**Stored data:**
++++++++++++++++++++
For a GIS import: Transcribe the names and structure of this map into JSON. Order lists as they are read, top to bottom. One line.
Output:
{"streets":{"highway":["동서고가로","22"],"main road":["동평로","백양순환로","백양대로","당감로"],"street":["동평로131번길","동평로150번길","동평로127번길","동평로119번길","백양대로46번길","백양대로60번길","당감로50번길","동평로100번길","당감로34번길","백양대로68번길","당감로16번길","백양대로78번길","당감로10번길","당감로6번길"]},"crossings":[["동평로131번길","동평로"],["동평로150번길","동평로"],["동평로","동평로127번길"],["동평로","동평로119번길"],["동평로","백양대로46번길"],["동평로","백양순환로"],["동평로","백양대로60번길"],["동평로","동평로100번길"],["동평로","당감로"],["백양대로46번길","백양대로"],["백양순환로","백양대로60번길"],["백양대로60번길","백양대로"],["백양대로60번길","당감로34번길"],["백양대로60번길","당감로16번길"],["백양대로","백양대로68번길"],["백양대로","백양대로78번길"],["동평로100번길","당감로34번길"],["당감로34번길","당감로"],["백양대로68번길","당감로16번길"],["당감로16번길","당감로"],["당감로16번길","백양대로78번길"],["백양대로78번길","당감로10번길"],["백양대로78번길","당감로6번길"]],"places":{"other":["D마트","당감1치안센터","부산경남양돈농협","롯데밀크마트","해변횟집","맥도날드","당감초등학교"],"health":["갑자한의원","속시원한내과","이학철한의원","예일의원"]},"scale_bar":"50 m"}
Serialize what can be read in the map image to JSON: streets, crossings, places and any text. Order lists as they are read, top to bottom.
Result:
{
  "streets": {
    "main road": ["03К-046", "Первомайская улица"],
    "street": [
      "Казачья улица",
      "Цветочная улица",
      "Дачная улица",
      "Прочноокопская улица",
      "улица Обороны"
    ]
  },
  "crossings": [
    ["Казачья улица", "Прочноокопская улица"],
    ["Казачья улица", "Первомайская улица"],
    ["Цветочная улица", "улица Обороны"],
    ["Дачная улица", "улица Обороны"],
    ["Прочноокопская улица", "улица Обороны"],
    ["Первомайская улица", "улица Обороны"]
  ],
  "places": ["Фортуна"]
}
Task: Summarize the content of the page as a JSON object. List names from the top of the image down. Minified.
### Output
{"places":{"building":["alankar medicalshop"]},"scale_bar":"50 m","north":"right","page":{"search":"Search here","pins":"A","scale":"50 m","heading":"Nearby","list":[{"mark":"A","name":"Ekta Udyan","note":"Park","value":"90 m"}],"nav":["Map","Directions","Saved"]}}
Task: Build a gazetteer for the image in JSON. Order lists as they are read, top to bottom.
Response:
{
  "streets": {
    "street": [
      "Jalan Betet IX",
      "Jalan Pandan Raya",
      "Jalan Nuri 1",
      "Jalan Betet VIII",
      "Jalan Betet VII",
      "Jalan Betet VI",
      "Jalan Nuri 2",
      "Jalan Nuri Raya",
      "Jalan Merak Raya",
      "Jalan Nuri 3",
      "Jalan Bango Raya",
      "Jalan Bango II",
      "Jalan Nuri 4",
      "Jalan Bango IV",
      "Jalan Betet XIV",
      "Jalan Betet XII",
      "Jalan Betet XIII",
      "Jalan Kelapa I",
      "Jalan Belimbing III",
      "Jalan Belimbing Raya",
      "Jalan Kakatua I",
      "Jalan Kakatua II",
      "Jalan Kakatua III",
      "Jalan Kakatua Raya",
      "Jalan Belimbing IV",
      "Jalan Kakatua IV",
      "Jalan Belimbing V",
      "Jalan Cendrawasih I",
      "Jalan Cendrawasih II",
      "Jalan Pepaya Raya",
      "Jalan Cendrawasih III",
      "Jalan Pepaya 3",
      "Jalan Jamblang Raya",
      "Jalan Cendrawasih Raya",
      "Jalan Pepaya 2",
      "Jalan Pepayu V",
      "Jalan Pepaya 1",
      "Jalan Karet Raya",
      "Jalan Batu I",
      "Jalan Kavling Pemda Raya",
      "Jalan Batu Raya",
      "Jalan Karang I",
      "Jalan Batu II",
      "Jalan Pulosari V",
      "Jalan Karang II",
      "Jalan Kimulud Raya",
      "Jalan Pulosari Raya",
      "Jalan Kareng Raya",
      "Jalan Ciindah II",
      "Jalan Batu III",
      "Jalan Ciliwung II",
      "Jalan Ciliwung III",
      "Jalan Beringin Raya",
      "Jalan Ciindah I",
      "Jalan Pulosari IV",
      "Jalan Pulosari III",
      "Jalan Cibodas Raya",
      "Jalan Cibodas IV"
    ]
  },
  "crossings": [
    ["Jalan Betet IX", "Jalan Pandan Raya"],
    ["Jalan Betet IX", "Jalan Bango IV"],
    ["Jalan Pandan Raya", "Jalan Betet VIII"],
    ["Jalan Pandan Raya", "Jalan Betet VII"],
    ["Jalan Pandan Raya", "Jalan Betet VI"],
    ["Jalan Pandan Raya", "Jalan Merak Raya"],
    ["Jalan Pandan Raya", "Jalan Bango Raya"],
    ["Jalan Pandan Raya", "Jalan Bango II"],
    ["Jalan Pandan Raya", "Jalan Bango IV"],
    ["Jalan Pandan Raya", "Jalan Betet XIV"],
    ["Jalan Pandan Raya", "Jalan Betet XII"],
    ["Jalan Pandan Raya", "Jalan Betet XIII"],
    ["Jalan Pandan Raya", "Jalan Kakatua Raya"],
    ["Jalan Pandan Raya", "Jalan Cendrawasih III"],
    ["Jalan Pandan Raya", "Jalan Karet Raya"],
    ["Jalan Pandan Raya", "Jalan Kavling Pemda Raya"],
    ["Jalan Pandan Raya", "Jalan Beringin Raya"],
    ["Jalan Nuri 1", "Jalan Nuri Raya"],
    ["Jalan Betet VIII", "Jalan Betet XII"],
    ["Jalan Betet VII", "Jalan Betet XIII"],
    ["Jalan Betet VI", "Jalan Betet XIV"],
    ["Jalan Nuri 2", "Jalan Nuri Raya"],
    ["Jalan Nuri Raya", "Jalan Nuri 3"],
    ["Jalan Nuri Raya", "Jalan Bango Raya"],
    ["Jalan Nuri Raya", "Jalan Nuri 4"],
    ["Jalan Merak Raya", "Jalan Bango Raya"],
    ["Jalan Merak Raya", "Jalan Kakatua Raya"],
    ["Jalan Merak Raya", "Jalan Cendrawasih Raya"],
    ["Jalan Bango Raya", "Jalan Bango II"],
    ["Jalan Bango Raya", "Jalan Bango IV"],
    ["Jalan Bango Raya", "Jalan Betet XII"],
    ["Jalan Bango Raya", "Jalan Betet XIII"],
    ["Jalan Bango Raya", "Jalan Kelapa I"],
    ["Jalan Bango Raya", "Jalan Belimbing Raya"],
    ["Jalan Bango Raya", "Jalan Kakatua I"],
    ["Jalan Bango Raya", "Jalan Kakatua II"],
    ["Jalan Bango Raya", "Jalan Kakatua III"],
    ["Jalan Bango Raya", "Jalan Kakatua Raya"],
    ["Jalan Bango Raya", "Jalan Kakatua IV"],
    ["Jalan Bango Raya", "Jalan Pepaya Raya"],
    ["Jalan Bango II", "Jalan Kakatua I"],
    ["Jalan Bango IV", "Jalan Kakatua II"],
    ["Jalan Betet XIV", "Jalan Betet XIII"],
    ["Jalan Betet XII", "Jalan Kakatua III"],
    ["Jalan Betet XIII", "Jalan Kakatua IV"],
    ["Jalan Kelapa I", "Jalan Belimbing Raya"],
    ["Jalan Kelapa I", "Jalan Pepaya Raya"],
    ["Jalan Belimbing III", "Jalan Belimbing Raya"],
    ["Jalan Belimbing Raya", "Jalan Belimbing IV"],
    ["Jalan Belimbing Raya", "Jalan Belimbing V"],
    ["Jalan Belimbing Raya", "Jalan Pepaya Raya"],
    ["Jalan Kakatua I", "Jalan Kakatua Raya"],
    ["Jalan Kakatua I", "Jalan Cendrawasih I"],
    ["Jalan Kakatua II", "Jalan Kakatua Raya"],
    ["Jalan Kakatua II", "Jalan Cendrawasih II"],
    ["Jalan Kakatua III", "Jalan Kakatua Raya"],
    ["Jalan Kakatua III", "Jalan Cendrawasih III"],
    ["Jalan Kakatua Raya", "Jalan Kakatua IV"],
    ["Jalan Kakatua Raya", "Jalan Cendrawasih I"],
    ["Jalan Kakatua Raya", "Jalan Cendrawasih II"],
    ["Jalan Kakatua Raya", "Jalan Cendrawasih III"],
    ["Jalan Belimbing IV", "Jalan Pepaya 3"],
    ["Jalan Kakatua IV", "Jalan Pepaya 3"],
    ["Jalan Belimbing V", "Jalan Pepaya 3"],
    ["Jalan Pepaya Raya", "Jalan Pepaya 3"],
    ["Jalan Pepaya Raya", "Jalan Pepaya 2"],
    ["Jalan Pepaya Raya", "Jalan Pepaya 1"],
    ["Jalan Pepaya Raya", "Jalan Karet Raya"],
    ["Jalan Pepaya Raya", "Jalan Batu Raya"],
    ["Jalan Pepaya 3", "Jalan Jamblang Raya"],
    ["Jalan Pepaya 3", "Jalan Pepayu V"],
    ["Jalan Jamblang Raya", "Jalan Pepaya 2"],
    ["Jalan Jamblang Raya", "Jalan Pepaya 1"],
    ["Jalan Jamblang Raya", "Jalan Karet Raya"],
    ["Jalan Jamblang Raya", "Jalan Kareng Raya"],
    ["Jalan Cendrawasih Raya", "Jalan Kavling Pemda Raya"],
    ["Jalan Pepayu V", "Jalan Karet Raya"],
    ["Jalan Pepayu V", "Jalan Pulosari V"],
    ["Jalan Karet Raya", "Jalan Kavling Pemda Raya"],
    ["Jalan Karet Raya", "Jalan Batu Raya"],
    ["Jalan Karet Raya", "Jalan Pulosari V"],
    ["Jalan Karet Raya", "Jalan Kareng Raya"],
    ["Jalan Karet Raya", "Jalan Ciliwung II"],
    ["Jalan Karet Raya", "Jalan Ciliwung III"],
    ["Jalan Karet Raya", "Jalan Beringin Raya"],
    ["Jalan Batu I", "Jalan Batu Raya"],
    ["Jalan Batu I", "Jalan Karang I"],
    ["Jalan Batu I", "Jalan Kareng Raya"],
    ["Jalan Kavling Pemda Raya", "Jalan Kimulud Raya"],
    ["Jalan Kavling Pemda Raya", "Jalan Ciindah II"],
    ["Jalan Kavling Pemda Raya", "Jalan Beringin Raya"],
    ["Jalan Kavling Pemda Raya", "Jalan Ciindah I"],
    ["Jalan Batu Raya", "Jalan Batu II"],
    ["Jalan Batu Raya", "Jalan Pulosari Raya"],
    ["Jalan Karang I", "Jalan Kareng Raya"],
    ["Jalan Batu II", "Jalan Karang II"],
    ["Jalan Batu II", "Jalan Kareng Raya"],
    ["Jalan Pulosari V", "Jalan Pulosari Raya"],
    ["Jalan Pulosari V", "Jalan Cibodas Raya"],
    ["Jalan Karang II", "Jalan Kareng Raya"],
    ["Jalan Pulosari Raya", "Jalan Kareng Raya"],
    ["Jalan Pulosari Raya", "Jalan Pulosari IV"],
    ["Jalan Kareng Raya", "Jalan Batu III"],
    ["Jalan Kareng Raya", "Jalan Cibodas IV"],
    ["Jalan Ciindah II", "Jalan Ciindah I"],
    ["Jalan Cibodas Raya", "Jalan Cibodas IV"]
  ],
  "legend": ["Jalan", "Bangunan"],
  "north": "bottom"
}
++++++++++++++++++++
**Work order:** In the entries above, identify each line that includes the string "Beringin", then copy it.

**Exercise solution:**
      "Jalan Beringin Raya",
    ["Jalan Pandan Raya", "Jalan Beringin Raya"],
    ["Jalan Karet Raya", "Jalan Beringin Raya"],
    ["Jalan Kavling Pemda Raya", "Jalan Beringin Raya"],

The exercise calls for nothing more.